İnsan kendini yetersiz gördüğü noktada kendini dine yakın hissetti. Bu yakarış dini vecibenin yerine getirilmesinin ötesine geçerek bireyin çaresizliğinin belki de yalnızlığına çözüm arayışı olmanın ötesine geçemedi. 

Neden bunların anlattım dediğinizi duyar gibiyim. Din konusunda uzman değilim. Din konusunda bir şeyler anlatacak durumda da değilim. Ama kendimi absürt problemlerle karşı karşıya buluyorum. 

Neler var derseniz son günlerde karşılaşmış olduğum bir kaç örnekten bahsetmek istiyorum. 

- Dava kira hukuku kaynaklı. Kiralayanın müteveffa babasından intikal yoluyla edinmiş olduğu dükkanları var. Müvekkil adayı ile öngörüşmede kiracı ile sözleşmenin babası ile yapıldığını öğreniyorum. İş sahibi zamanında kırtasiyelerden temin edilmiş olan matbu kira sözleşmesini getiriyor. Kira kontratı okumaya başlıyorum. Tam son sayfaya geçiyorum ve sürpriz. Kiralayan kısmında kiralayanın ismi ve imzası var kiracı kısmında isim var ama imza yok. Gelin bu sorunu çözebilirseniz çözün. Bu hatayı yapan müteveffa kendisinden basiretli olması beklenen tacir. Hani şu Medeni Hukuk kitaplarında yer alan makul ve orta zekalı olması beklenen insanın bir kalem üstü diyelim. Anlayan anladı. 

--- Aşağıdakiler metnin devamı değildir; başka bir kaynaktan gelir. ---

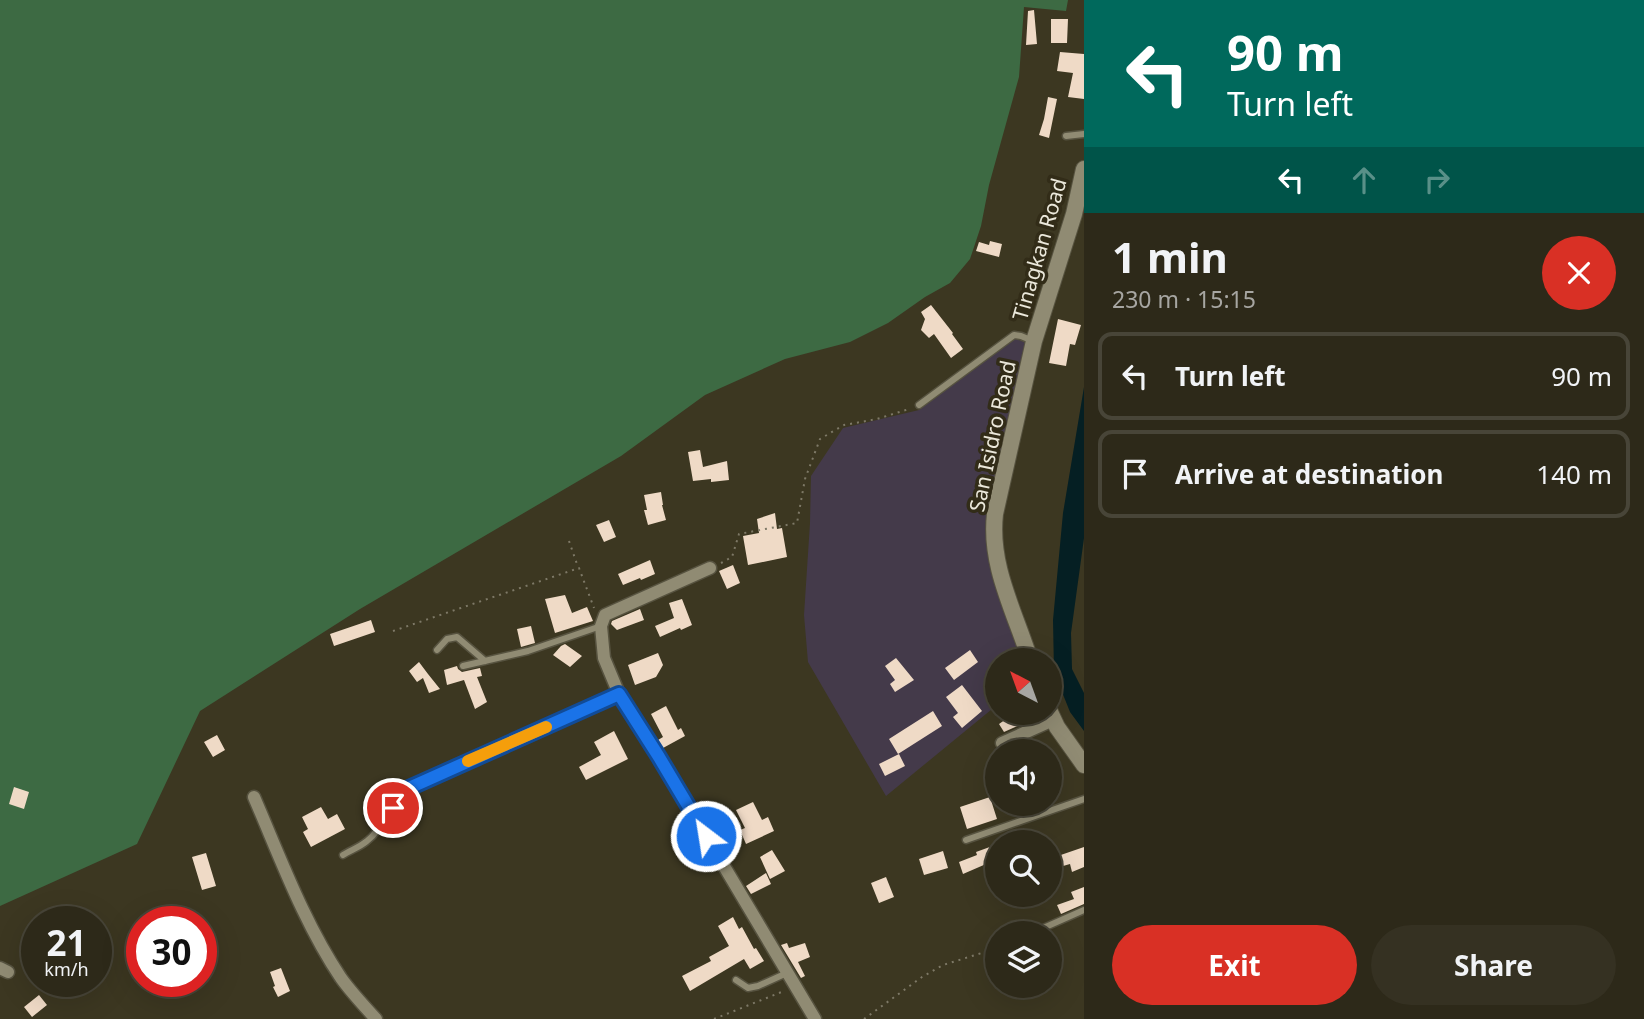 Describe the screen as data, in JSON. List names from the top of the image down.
{
  "streets": {
    "street": ["Tinagkan Road", "San Isidro Road"]
  },
  "crossings": [
    ["Tinagkan Road", "San Isidro Road"]
  ],
  "north": "top left",
  "page": {
    "turn": ["90 m", "Turn left"],
    "heading": ["1 min", "230 m · 15:15"],
    "list": [
      {
        "name": "Turn left",
        "value": "90 m"
      },
      {
        "name": "Arrive at destination",
        "value": "140 m"
      }
    ],
    "speed": "21 km/h",
    "limit": "30",
    "buttons": ["Exit", "Share"]
  }
}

- Sabaha karşı bir CMK görevlendirmesi ise karakola varıyorum. Suç uyuşturucu alım satımı yapmak. İki tane şüphelinin biri için görevlendirilmem söz konusu. Müvekkil ile avukat görüşme odasından görüşmeye başlıyorum. Askerden yeni gelmiş delikanlı uyuşturucu kullandığını kabul ediyor. Daha önceden denetimli serbestlik dosyası bulunmuyor. Olağan şartlarda uyuşturucu kullanmaktan denetimli serbestlik ile serbest kalabilecek durumda. Görüşmenin sonunda diğer şüphelinin aracından çıkan maddeyi de nedense kabul etmek istiyor. Neden diye sorduğumda kendisinin arkadaşı olduğunu daha önce arkadaşının sabıkası bulunduğunu ve onu kurtarmak istediğini söylüyor. Böyle arkadaşa can kurban. 

Bu seferlik bu kadar. Gel de şimdi büyücü olma. Bir tarafta yıllardır imzasız kira sözleşmesi ile mülkünü kullandıran mal sahibi diğer taraftan başkasının suçunu üzerine almaya çalışan şüpheli. Kira ilişkisi banka hesapları ile bir şekilde ispatlanacak ve genel kurallara göre çözüme bağlanmaya çalışılacak. Uyuşturucu madde kullanan çocuk arkadaşının suçunu üstlenmekten vazgeçti. Tutuksuz yargılanmak üzere serbest bırakıldı. Ya tutuklansaydı ne olacaktı?

Avukat bey, biz ne yapacağız? Neden bizim işimizi yapmıyorsun? Neden bize çare olamıyorsun? Neden bizim davamızı almak istemiyorsun?

Peki şimdi ben size soruyorum. Ben büyücü müyüm?